Buckingham Palace has released a new picture of one of the Queen’s favourite ponies, who made a poignant appearance at her funeral.
Emma the Fell Pony stood at the side of the Long Walk on the approach to Windsor Castle as the coffin carrying her devoted owner was driven past at her final farewell last month.
And now a portrait of the black pony, who was born in 1996, has been released in tribute.
During the ceremonial procession on 19 September, Emma stood in a gap between the hundreds of thousands of floral tributes, in the care of the Queen’s trusted stud groom and manager at Windsor Castle, Terry Pendry.
Mr Pendry, in his bowler hat, black jacket and riding boots, bowed his head as the coffin passed.
Behind them were grooms from the Royal Mews at Windsor wearing black armbands in mourning.
Emma’s ears twitched, and she swished her tail, stomping on the ground twice with one of her front hooves as the Queen’s coffin moved past in the state hearse with a military parade.
Mr Pendry once described Emma, who was bought by the Queen in 2004, as “a wonderful servant to Her Majesty” and one of her favourite-ever horses.

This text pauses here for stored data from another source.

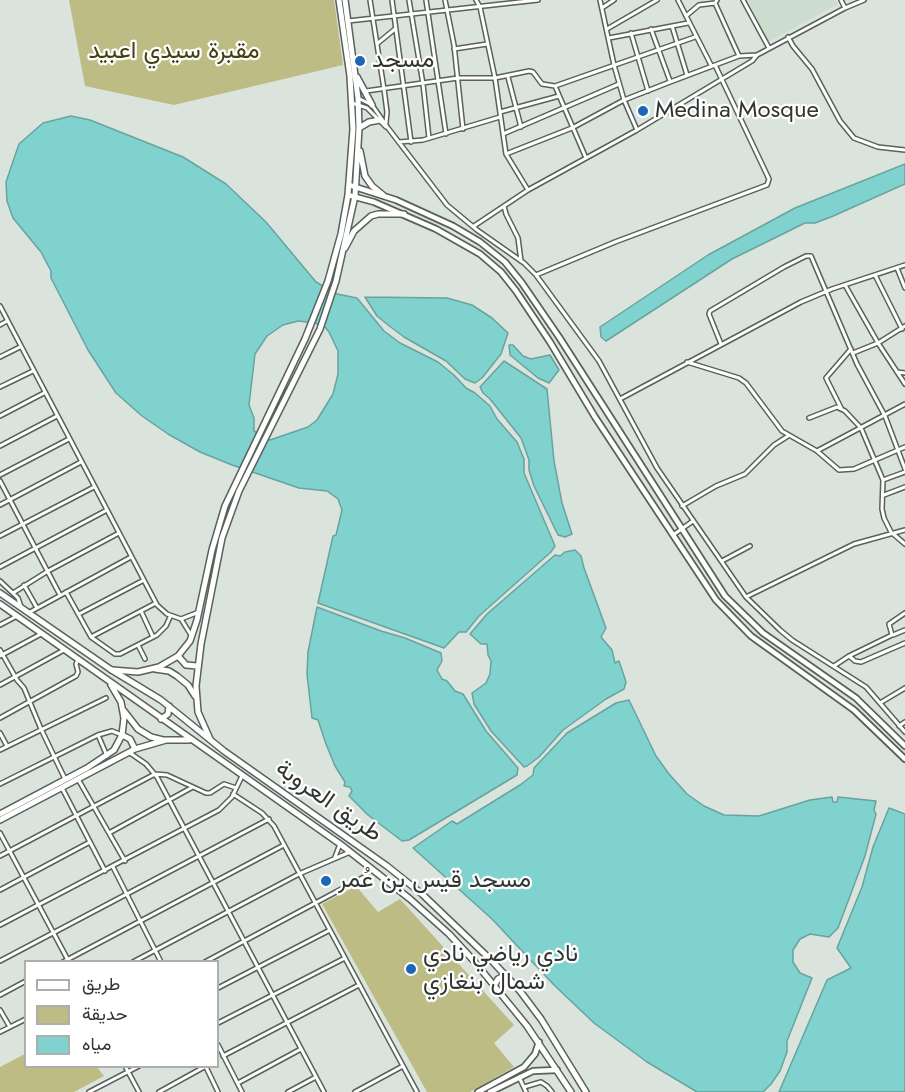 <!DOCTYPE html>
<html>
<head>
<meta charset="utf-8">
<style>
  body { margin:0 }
  #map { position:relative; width:905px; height:1092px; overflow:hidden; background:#dae4dc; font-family:Jost,Vazirmatn,sans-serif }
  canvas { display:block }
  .legend { position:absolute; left:24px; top:960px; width:195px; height:108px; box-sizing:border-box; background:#fff; border:2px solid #adafad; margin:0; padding:8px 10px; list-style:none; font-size:18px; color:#323633 }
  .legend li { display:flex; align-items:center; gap:12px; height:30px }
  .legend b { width:30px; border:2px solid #adafad }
</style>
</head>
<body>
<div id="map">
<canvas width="905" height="1092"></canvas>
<ul class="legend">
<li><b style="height:8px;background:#fff"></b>طريق</li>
<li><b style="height:16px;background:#bdbc84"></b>حديقة</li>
<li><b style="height:16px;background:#7fd2cd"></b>مياه</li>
</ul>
</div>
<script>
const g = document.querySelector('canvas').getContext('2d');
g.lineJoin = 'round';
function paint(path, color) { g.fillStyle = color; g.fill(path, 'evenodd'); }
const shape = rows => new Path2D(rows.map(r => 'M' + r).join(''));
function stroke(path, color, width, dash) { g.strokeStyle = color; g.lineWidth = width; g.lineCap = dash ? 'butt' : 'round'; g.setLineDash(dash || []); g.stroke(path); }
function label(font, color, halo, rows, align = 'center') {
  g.font = font + ' Jost,Vazirmatn,sans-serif'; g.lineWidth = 4.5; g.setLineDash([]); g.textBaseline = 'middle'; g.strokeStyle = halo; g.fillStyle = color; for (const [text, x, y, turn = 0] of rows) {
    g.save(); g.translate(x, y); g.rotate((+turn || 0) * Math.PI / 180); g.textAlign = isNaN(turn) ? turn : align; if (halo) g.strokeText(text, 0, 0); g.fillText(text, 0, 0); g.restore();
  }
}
const built = shape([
  [748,0,835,0,838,4,768,42]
]);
const green = shape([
  [69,0,334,0,343,65,174,105,85,86],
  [356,886,378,912,400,899,514,1025,494,1043,514,1067,470,1092,427,1092,322,904],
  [25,1054,26,1066,97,1067,104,1076,74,1092,0,1092,0,1067]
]);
const water = shape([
  [71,116,90,120,183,157,226,184,266,222,316,282,337,294,357,298,384,331,400,343,438,362,454,375,466,388,475,393,490,406,497,419,517,442,524,459,524,473,555,546,551,552,479,616,466,632,459,632,444,648,318,603,333,536,336,535,342,510,338,499,327,491,299,488,232,465,200,452,168,434,142,416,116,393,88,350,51,278,51,271,41,252,13,218,7,201,6,182,19,144,43,123,71,116],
  [298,321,315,323,325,327,329,332,338,351,338,374,333,394,317,420,308,427,270,440,254,431,254,418,249,405,255,354,267,336,283,325,298,321],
  [905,164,905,184,831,217,815,223,805,223,732,259,606,341,601,337,600,327,708,255,795,208,905,164],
  [365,297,447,298,472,305,492,318,508,333,501,354,482,378,475,383,465,379,446,361,404,337,388,325,377,316,365,297],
  [509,345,513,345,523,356,531,359,550,355,559,370,549,383,538,378,510,355,509,345],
  [504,361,547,389,554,461,562,503,572,534,565,537,558,535,534,486,529,470,529,460,521,438,490,399,483,393,480,387,504,361],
  [575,550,581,556,584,568,606,628,601,637,612,650,615,663,619,661,626,682,624,689,606,699,563,730,539,757,527,766,524,767,491,731,474,704,472,693,486,683,490,674,491,661,488,655,487,644,481,644,470,634,487,614,555,555,560,556,565,552,575,550],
  [317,607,381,631,405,638,441,653,442,661,437,670,442,679,447,681,455,691,463,694,486,731,518,768,517,775,409,840,402,841,368,815,349,796,352,791,350,787,344,786,345,782,335,766,326,744,318,720,312,718,307,674,308,652,317,607],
  [629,700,656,756,669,774,687,794,704,806,724,815,759,816,810,800,832,797,833,802,837,802,838,797,876,801,874,810,876,814,865,856,838,928,829,937,810,934,800,939,793,950,793,962,800,973,812,978,787,1041,787,1052,780,1071,771,1084,763,1092,697,1092,647,1062,594,1023,554,985,492,919,413,848,452,821,457,824,520,785,533,775,534,768,567,733,616,703,629,700],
  [889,808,905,814,905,1092,779,1092,827,980,851,968,837,948,862,887,873,847,889,808]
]);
const minor = shape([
  [370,0,384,89,387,112,386,123],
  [392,0,411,142],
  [409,0,423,84,429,138],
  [426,0,446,134],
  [445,0,454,45,463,129],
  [476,0,480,7,495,78,506,154,528,190],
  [600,0,614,65,624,100,637,130],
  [678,0,711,65],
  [743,0,769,48],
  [841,0,845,8],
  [715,3,739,56],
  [602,8,614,0],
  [686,16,699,5,715,3,717,0],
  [348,21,538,0],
  [672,26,687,75],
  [607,29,657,0],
  [651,29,670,81],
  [631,33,648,91],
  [788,37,793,46,812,69,840,121,854,138,878,147,905,150],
  [609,38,688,23],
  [378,43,395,29],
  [454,49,487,44],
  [508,77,521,127],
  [555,86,586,158],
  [366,91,458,78,495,78,529,71,533,72,542,84,555,86,695,37],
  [358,98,372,105,388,128,447,205,477,230,524,263,536,275,599,361,657,468,746,597,780,630,792,640,866,687,905,732],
  [352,103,367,108,386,127],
  [500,112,559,96],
  [503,134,619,84],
  [399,142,423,140,500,117],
  [506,154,572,128,624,100,670,82,739,56,757,55,845,8,864,0],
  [504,206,506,214,518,238,521,261],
  [474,226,528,190,637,130,752,61,757,55],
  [897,268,905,288],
  [536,275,615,242,767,185,769,179,715,65],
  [875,275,902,329],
  [845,285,878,343,905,326],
  [0,306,157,605,167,614,181,619,191,635],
  [0,325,7,321],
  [721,344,709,314,710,311,784,267,806,256,811,256,857,364,885,416,905,469],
  [853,353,878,343,905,384],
  [0,357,20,347],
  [687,362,739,378,746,383,782,431,817,451,839,470,854,469,905,447],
  [897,372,905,373],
  [0,387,33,371],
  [620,399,801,302,832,289,905,265],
  [841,408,826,378,851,349],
  [0,416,44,393],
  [809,418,837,407,845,411,861,428,883,480,882,509,884,518,891,532,905,544],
  [0,446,57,416],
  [817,451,905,404],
  [0,475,69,439],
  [883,480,905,472],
  [0,481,60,595],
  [884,495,905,487],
  [0,505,81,462],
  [682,506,716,486,745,474,774,445,788,436],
  [673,535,693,521],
  [0,536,94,487],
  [722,561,750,546],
  [0,567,107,510],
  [0,581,18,598,21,607],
  [24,585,37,608],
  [66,592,91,637,115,654,120,654,157,635,166,626,170,617],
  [13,593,48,571,119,533],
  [746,597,854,544,905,530],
  [141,611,153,637],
  [30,612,131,557],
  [79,614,144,580],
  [181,619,199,612],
  [0,625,17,616],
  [893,635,905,630],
  [91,637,156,603],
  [138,645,145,659],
  [0,650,17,680,24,688,41,729,65,779],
  [0,656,41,634],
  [849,656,855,661,861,662,905,643],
  [834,666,849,656,892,635,889,624,905,613],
  [0,685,64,650],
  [880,703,905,688],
  [0,718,76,676,78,672,76,664,78,660],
  [899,726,905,722],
  [0,733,7,746],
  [98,735,107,756],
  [0,750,106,698],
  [130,753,146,764,157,777,324,1092],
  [78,779,125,861],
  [0,784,98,735,112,731,122,735],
  [62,788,105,871],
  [233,794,262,813,274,826,417,1092],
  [0,833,69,962],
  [109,833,191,788],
  [0,856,155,774,167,775,206,793,210,793,224,784,236,788],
  [335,857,340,844],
  [113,867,161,962],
  [0,890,90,842],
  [0,925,219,810,232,797,242,776],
  [0,961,269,819],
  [63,962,284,845],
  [133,962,299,874,350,852],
  [205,962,364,877],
  [218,988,330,930],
  [0,995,26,981],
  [0,1010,10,1027],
  [218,1023,345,958],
  [0,1032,26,1019],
  [218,1045,242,1092],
  [223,1056,359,985],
  [125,1066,139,1092],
  [206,1067,218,1092],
  [519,1077,526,1092],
  [238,1083,301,1049],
  [524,1087,541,1082,547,1086,552,1092],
  [89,1092,139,1066],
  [159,1092,206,1066],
  [288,1092,316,1077],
  [355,1092,403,1066]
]);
const tertiary = shape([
  [478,1092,524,1067,535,1054,539,1042],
  [490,1092,533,1071,557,1070]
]);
const secondary = shape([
  [349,185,396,200,453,226,480,242,505,262,522,283,559,337,725,596,763,633,856,698,905,746],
  [348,195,374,202,436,229,480,254,501,272,516,291,550,342,595,417,716,600,751,636,854,710,905,759]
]);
const primary = shape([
  [357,77,372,105],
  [359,128,369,122,380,120],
  [360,151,365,176,372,186,383,195],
  [345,248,354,231,371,216,378,214,404,214],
  [178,656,186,665,197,666],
  [155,669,169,671,177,676,188,685,195,696],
  [112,670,138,672,159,667,178,656,190,641,197,620,212,550,225,506,305,339,328,281,341,234,348,195,353,129,350,76,339,0],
  [210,739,198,712,196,686,201,644,222,538,239,491,320,329,336,281,355,196,359,128,358,98,345,0]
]);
const trunk = shape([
  [0,593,110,669,161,700,224,751,387,866,422,894,492,961,520,991,541,1019,586,1092],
  [0,604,340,844,410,899,449,934,474,961,527,1026,571,1092],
  [124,711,138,729,151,737,163,740],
  [161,719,168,714,169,706],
  [122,735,130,739,135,749],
  [0,814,87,768,114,750,122,735,124,718,121,702,111,685],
  [0,820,135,749,166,740,189,740],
  [494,986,498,979,506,975]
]);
const markers = [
  [360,61,6,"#1c66b5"],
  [643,111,6,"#1c66b5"],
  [326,881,6,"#1c66b5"],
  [411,969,6,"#1c66b5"]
];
const parkNames = [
  ["مقبرة سيدي اعبيد",174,52]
];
const poiNames = [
  ["مسجد",372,61],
  ["Medina Mosque",655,111],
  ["مسجد قيس بن عُمر",338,881],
  ["نادي رياضي نادي",423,955],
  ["شمال بنغازي",423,983]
];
const streetNames = [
  ["طريق العروبة",328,802,35]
];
paint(built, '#ccdcce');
paint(green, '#bdbc84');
paint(water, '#7fd2cd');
stroke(water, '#68a39f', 1.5);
stroke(minor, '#58615a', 6);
stroke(tertiary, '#58615a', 8);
stroke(secondary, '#58615a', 8);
stroke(primary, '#58615a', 8);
stroke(trunk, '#58615a', 8);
stroke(minor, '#fff', 3);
stroke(tertiary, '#fff', 4.5);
stroke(secondary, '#fff', 4.5);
stroke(primary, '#fff', 5);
stroke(trunk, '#fff', 5);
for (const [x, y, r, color] of markers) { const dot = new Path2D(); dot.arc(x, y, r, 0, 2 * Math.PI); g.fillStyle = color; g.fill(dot); stroke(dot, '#fff', 2); }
label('24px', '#424010', '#fff', parkNames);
label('24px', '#323633', '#fff', poiNames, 'left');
label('24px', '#323633', '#fff', streetNames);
</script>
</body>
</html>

The Queen regularly rode Emma – whose full name is Carltonlima Emma – for light exercise in the grounds around Windsor Castle over the past 15 years.
During her career, Emma also qualified at the Horse of the Year Show Ridden Finals, and at Olympia in the Mountain and the Moorland Supreme Championship Final.
On her retirement in December 2007, she returned to the Royal Mews at Windsor, where she will continue to live.
The palace said she will be “much-loved and cared for”.
Gift from King George
Emma appeared in three Pageants at The Royal Windsor Horse Show to mark the Diamond Jubilee, the Queen’s 90th birthday celebrations and the Platinum Jubilee.
The Queen was known for her life-long love of horses, which began when her grandfather King George V gave her a Shetland Pony called Peggy.
She became knowledgeable as a rider, owner and breeder of horses and her passion for them was evident at race meetings, which included the Derby at Epsom and Royal Ascot.
Gold Cup success
On 18 June 1954, her horse Landau won the Rous Memorial Stakes and a stallion called Aureole won the Hardwicke Stakes.
In 1957, the Queen had four winners during Ascot week, and she became the first reigning monarch to have won Royal Ascot’s Gold Cup with her thoroughbred Estimate in 2013.
Her horse Highclere won the Prix de Diane at Chantilly in 1975.
The Queen was involved in ensuring the survival of a number of rare breeds of horses and ponies through the breeding programmes in both her private yards and the working yards which bred horses used for royal and state occasions.
She championed breeds including Highland Ponies, Fell Ponies and Cleveland Bays.